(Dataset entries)
■ ■ ■ ■ ■
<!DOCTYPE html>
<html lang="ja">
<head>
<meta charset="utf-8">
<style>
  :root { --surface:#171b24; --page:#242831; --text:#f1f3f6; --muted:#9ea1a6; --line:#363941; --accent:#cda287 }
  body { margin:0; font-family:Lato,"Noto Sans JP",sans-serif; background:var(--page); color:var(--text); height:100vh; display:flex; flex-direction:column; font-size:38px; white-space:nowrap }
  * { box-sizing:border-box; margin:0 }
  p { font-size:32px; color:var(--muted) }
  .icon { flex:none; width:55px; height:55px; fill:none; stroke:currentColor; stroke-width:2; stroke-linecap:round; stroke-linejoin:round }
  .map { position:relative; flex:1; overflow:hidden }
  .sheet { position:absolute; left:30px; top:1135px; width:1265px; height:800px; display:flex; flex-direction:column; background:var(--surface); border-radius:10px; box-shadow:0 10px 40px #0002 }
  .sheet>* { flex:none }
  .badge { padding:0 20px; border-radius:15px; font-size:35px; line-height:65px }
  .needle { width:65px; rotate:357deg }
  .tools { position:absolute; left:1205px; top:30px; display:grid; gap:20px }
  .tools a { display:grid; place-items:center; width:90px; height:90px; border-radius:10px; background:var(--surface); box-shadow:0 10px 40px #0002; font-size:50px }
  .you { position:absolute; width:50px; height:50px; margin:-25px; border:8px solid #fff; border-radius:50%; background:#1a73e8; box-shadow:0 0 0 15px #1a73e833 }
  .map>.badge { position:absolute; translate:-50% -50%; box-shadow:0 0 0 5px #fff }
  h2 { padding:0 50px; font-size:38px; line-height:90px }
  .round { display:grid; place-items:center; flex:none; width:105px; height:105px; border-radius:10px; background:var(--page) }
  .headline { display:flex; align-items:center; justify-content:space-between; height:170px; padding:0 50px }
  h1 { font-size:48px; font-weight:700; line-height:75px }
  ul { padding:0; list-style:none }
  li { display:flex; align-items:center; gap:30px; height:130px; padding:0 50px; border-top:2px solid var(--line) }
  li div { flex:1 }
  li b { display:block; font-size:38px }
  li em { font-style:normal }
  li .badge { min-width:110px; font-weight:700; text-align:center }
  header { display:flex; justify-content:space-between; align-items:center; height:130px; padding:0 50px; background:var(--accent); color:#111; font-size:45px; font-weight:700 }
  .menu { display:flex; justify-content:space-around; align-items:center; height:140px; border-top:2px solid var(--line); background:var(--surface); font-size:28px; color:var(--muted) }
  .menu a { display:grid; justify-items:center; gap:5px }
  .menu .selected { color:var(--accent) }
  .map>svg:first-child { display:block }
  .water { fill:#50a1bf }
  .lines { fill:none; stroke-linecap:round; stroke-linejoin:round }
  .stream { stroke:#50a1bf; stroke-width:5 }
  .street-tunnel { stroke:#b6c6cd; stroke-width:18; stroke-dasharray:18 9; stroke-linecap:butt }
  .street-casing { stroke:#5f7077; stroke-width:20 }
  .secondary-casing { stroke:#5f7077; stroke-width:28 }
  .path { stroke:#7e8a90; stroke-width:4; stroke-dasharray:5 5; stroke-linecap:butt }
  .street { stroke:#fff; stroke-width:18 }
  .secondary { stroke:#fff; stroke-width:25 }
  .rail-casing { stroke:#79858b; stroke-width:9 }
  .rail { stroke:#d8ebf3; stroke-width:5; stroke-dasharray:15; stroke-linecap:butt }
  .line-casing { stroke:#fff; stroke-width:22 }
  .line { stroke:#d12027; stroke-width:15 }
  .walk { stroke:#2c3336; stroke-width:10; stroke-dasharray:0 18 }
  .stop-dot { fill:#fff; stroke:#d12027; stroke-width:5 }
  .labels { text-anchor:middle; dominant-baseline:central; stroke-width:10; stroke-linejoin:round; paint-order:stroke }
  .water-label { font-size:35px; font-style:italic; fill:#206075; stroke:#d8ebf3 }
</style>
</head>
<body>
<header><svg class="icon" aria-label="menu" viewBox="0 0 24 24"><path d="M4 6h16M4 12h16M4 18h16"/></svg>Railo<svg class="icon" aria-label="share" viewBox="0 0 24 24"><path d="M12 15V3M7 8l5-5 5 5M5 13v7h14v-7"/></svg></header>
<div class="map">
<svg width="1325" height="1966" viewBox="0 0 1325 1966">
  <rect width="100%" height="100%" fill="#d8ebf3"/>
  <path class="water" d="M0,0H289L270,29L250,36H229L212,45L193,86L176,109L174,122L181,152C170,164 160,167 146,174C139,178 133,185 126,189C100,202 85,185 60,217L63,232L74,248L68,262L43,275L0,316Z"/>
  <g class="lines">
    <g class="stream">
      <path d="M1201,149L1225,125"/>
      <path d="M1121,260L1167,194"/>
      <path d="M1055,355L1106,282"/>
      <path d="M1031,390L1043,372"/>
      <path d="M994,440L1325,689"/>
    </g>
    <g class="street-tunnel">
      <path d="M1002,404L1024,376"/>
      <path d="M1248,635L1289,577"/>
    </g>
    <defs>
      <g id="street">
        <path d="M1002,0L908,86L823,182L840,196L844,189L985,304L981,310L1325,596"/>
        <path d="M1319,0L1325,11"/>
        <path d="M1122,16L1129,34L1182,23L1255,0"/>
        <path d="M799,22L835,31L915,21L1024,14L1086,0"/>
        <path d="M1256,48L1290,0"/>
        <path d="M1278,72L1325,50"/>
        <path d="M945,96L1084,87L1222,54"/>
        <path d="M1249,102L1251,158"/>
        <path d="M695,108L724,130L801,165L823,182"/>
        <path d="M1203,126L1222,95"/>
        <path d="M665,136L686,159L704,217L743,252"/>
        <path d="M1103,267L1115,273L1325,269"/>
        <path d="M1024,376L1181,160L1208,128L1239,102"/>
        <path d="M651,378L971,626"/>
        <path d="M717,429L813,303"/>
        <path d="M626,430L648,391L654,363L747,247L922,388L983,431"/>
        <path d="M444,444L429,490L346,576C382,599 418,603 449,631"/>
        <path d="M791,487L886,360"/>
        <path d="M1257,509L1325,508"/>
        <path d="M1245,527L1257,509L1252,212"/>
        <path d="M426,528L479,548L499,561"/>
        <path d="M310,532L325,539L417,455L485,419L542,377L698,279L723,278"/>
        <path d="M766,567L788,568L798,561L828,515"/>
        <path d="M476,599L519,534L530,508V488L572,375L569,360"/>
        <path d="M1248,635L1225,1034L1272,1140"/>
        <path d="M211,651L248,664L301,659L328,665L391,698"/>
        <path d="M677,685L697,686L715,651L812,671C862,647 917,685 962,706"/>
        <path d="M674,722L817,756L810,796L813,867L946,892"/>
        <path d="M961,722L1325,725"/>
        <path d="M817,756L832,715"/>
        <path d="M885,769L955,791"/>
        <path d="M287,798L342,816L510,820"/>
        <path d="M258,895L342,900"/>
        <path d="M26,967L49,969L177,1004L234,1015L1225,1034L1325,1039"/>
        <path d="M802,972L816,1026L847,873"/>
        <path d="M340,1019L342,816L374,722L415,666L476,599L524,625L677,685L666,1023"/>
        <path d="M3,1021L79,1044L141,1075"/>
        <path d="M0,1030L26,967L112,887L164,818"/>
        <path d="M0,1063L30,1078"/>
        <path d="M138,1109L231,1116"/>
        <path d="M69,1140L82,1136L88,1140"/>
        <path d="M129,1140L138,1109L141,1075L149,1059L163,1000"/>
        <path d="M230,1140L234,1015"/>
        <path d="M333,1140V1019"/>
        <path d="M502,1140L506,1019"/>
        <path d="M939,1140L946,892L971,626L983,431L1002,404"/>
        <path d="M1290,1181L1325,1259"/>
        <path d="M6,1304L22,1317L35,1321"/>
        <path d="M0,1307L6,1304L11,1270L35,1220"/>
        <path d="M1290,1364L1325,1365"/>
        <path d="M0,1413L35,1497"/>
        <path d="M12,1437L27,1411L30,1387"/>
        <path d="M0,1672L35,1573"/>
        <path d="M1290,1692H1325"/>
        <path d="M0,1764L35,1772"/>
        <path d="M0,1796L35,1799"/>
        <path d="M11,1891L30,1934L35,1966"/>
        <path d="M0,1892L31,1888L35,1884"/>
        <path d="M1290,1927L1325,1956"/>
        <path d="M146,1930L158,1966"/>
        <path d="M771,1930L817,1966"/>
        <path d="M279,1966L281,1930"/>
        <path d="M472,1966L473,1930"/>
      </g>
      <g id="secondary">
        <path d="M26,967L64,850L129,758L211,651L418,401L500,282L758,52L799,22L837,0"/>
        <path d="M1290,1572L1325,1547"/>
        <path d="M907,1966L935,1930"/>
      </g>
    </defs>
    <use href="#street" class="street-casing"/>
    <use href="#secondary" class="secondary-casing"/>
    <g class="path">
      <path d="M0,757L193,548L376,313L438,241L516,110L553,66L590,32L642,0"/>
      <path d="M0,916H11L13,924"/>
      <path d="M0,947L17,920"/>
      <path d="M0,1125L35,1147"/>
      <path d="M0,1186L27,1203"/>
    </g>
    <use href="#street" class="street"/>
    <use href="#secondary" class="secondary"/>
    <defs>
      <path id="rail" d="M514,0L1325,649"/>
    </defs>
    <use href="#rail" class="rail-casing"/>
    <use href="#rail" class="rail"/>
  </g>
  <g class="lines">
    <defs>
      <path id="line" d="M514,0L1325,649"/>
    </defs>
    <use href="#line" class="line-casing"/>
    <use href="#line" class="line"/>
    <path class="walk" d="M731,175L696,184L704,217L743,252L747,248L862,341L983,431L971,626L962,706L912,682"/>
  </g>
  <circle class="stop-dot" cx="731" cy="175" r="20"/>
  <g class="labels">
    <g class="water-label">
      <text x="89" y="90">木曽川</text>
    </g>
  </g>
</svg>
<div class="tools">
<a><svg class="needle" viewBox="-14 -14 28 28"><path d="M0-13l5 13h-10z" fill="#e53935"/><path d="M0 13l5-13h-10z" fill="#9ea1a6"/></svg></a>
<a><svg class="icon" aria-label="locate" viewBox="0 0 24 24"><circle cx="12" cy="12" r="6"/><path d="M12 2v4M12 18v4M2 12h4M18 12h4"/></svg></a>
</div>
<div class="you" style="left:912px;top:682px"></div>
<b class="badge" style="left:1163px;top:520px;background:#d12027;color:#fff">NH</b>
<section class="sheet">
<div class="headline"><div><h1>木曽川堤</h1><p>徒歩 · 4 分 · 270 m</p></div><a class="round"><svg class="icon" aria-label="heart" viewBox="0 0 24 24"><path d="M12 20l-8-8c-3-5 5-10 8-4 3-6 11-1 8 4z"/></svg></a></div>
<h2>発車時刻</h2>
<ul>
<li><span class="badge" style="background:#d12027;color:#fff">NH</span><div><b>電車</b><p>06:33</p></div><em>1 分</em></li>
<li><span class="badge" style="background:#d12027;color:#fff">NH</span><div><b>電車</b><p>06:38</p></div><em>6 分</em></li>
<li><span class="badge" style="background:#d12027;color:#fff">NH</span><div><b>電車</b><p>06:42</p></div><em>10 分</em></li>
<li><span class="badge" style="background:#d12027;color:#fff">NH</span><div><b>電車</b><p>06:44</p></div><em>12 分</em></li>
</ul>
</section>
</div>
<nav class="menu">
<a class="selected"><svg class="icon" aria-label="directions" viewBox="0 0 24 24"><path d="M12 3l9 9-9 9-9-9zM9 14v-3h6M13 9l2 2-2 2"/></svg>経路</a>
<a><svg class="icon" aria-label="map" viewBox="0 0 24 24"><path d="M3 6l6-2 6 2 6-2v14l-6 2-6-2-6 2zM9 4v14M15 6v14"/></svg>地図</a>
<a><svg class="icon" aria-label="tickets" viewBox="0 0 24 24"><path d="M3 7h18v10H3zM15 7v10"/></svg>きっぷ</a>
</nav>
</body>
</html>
■ ■ ■ ■ ■
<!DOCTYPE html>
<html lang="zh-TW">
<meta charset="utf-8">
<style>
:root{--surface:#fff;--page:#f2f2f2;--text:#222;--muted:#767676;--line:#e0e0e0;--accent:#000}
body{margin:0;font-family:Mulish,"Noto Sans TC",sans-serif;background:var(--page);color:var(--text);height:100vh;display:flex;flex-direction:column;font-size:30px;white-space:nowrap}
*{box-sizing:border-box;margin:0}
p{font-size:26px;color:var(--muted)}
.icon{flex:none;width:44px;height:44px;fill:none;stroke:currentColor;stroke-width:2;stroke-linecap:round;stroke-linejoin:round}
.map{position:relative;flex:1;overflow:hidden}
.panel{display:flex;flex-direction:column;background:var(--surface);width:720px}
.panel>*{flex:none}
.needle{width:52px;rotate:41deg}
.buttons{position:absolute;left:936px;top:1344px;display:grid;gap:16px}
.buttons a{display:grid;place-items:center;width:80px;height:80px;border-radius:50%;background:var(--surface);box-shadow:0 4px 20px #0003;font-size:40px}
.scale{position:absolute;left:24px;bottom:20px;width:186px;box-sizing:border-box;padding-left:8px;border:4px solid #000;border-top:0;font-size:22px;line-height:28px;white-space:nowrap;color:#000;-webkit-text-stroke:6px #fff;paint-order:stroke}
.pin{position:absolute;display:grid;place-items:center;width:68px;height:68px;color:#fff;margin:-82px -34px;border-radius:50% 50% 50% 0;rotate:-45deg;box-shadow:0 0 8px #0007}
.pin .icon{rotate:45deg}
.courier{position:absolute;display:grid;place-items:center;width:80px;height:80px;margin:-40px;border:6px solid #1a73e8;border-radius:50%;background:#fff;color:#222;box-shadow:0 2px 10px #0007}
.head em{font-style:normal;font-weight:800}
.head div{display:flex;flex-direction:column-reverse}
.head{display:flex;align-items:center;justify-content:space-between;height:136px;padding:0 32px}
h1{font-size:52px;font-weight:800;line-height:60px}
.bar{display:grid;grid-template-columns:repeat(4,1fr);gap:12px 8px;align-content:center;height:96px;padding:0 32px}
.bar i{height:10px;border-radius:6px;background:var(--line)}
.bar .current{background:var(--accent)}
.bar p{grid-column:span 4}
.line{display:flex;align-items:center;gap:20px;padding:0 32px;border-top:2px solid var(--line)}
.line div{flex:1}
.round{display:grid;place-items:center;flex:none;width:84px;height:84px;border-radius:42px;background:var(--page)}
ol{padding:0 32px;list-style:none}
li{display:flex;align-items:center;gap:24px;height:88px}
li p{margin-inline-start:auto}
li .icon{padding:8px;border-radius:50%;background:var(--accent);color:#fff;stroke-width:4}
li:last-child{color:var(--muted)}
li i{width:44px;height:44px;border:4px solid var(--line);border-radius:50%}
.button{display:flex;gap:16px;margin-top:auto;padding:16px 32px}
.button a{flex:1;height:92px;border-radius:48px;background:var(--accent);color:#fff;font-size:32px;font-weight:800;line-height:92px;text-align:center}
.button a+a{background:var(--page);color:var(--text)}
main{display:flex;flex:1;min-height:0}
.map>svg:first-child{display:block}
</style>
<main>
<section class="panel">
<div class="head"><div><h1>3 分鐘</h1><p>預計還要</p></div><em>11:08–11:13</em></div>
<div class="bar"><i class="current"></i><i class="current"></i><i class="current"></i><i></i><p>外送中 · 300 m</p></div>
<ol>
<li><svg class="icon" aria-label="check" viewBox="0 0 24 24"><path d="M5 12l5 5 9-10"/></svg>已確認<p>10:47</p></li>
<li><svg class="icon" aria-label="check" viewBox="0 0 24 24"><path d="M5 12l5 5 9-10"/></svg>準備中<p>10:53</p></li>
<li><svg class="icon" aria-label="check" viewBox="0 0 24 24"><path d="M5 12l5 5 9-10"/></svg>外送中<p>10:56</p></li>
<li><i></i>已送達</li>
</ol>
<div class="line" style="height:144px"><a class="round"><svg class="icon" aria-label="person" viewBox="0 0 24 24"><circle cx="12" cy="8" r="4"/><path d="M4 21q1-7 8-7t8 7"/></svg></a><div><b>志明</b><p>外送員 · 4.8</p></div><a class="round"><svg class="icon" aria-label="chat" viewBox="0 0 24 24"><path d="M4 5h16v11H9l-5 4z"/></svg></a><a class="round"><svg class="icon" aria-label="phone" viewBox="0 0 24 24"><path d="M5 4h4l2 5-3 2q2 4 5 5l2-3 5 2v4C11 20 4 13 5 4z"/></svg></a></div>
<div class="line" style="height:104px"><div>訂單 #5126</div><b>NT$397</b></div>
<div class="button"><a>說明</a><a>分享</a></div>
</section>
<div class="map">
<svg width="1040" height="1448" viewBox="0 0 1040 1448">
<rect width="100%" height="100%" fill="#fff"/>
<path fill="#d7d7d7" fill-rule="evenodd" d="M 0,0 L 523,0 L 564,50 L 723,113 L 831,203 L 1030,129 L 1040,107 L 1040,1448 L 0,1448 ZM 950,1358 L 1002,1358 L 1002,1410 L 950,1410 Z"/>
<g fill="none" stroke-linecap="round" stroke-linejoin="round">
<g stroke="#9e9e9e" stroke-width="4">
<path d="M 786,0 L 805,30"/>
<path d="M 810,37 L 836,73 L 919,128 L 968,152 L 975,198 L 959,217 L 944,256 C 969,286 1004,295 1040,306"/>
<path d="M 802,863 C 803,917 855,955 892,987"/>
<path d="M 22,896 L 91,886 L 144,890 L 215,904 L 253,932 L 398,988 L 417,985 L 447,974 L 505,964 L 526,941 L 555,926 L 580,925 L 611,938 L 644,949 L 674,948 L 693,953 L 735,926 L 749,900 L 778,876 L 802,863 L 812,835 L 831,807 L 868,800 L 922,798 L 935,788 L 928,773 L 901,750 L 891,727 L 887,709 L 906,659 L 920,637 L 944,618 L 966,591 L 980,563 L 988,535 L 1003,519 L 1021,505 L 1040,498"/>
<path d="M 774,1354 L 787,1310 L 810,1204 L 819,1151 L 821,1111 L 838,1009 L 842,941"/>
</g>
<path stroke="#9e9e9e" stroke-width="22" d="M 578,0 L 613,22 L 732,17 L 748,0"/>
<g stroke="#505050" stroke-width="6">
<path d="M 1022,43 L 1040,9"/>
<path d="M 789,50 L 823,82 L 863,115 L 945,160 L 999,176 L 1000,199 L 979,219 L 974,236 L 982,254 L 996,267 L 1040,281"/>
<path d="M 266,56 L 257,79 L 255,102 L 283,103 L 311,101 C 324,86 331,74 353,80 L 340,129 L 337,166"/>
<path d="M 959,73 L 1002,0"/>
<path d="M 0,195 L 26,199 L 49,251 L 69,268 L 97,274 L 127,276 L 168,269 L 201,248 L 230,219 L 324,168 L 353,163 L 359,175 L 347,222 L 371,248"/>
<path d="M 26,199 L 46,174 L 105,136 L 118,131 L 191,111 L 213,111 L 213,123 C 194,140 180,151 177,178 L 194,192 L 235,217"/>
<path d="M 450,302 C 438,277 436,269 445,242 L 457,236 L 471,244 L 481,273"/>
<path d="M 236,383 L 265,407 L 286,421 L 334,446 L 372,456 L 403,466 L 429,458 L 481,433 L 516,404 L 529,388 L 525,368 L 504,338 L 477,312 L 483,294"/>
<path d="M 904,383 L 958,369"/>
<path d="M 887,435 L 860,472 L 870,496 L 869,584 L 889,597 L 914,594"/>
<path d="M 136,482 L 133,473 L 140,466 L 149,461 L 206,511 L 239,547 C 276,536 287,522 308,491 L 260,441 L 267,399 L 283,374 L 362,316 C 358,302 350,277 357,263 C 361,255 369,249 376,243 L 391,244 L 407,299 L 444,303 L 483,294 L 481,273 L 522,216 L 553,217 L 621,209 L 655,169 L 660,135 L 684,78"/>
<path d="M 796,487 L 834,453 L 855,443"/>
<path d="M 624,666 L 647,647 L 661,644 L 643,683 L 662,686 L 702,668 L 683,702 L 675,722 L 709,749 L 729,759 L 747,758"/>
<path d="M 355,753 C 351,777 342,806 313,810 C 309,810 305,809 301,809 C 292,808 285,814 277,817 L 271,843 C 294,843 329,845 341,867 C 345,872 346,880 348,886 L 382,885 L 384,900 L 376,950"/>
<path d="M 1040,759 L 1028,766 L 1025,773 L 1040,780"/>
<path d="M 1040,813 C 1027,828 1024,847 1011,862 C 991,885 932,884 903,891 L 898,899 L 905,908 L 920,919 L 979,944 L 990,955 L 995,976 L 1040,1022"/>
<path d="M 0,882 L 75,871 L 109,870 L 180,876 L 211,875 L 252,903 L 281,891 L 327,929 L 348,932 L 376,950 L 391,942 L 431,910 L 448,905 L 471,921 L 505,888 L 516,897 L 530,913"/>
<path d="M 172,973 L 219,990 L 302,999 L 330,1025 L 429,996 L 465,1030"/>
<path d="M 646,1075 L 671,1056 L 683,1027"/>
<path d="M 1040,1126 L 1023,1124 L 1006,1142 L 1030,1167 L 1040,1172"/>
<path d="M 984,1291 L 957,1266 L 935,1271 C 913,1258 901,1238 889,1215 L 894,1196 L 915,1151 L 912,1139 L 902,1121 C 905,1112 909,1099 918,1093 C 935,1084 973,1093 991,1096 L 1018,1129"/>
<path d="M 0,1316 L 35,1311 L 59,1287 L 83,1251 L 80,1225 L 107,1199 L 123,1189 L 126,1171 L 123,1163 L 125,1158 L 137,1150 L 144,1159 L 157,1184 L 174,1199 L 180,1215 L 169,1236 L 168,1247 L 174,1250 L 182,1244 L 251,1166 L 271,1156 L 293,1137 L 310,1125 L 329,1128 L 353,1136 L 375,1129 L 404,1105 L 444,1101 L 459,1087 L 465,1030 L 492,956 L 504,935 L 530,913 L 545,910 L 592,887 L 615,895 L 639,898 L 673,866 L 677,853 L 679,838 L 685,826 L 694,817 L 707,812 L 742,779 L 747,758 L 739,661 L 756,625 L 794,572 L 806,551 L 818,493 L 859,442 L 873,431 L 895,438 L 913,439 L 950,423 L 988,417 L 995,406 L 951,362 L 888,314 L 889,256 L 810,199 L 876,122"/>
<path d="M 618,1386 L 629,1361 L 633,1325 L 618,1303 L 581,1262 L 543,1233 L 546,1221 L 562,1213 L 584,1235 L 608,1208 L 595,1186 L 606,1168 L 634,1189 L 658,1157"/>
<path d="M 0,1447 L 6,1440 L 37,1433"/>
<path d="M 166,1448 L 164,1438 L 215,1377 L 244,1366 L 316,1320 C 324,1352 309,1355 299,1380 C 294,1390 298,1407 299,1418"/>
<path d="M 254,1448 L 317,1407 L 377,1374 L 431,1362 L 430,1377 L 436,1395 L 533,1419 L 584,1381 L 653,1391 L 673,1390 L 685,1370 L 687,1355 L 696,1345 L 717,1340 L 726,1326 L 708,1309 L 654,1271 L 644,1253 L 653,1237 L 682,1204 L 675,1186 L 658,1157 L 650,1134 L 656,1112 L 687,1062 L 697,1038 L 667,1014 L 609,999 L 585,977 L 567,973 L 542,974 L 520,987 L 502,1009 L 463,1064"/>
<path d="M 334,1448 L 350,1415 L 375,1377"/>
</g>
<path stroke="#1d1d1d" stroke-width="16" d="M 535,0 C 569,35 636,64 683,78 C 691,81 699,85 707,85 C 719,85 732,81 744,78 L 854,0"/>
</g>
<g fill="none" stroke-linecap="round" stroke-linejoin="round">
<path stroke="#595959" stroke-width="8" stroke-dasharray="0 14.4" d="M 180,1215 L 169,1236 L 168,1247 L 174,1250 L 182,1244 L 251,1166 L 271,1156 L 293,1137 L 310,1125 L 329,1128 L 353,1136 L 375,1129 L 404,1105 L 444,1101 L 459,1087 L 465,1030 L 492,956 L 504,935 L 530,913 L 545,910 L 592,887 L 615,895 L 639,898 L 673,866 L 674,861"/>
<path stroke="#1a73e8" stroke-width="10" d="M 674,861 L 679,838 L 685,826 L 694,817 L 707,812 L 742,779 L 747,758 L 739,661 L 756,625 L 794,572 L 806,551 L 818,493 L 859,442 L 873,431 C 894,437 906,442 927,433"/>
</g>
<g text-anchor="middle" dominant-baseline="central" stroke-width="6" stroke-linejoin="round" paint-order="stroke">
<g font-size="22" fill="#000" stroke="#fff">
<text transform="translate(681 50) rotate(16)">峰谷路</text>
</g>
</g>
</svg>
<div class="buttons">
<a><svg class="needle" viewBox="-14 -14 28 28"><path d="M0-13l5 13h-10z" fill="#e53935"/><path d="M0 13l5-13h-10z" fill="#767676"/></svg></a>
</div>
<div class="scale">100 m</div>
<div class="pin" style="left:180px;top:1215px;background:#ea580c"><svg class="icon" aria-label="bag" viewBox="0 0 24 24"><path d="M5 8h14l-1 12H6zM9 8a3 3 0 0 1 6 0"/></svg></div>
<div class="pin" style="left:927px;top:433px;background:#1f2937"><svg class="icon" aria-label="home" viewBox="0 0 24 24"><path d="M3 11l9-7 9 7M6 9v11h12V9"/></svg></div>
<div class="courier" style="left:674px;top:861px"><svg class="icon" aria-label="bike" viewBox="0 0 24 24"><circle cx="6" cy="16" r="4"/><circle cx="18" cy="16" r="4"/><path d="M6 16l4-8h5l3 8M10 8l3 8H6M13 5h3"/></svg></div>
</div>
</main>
■ ■ ■ ■ ■
◆ **Task statement**:
In how many lines above does the word "serif" appear? Answer with only the number.

◆ **Answer to the problem**:
2